GIVEN ENTRIES ::
═══

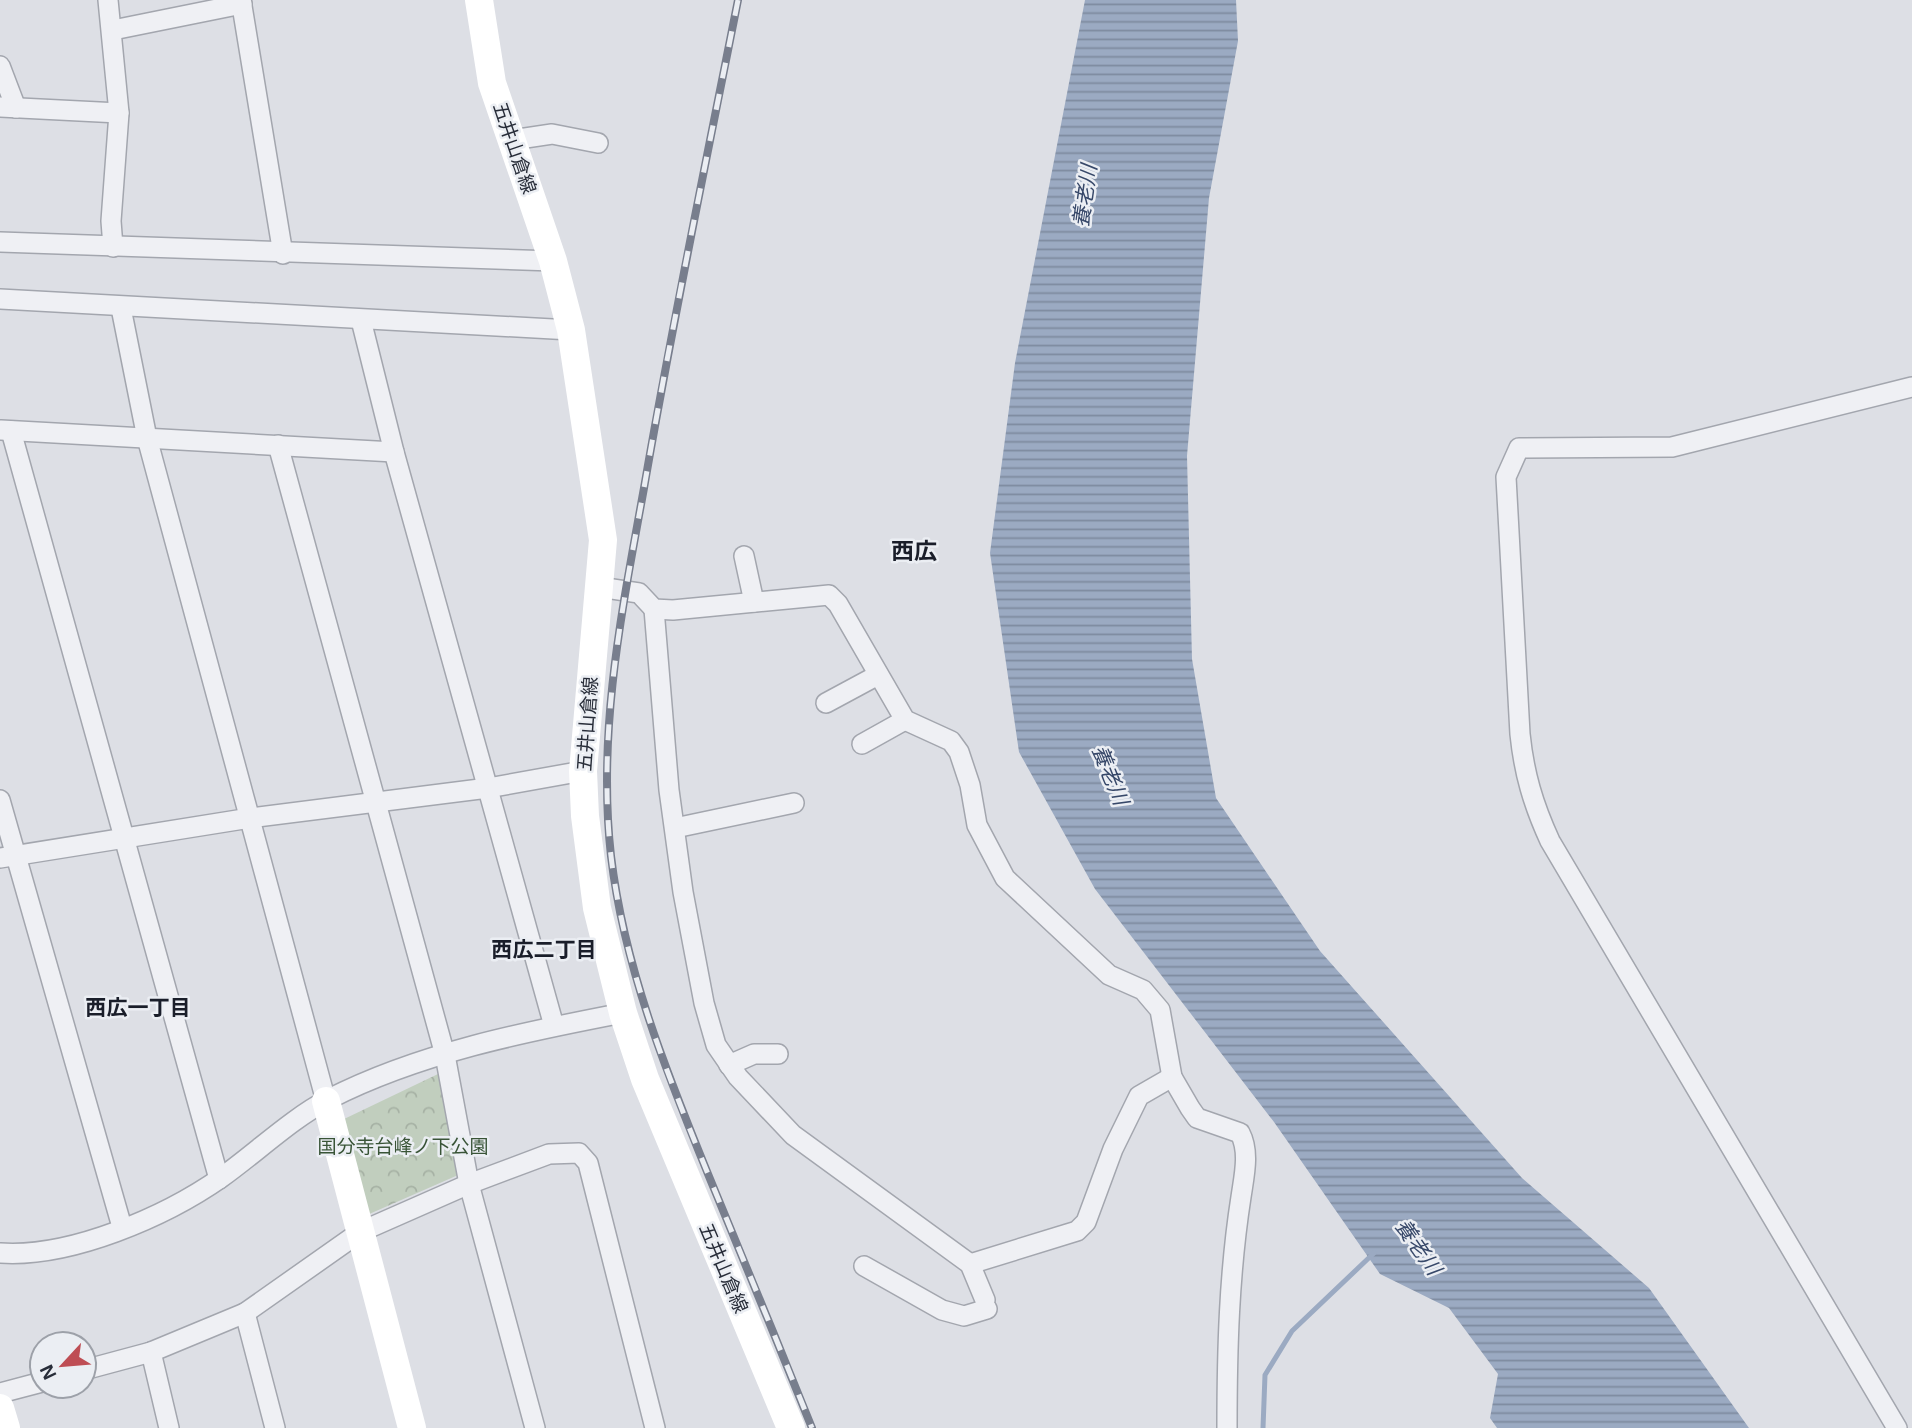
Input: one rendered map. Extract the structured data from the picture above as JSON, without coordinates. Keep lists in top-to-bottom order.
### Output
{
  "streets": {
    "main road": ["五井山倉線"]
  },
  "districts": ["西広", "西広二丁目", "西広一丁目"],
  "water": ["養老川"],
  "parks": ["国分寺台峰ノ下公園"],
  "north": "bottom left"
}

═══

THE TASK :: Although the records above contain pictures, output every line exactly and leave the pictures out.

TASK OUTPUT ::
Input: one rendered map. Extract the structured data from the picture above as JSON, without coordinates. Keep lists in top-to-bottom order.
### Output
{
  "streets": {
    "main road": ["五井山倉線"]
  },
  "districts": ["西広", "西広二丁目", "西広一丁目"],
  "water": ["養老川"],
  "parks": ["国分寺台峰ノ下公園"],
  "north": "bottom left"
}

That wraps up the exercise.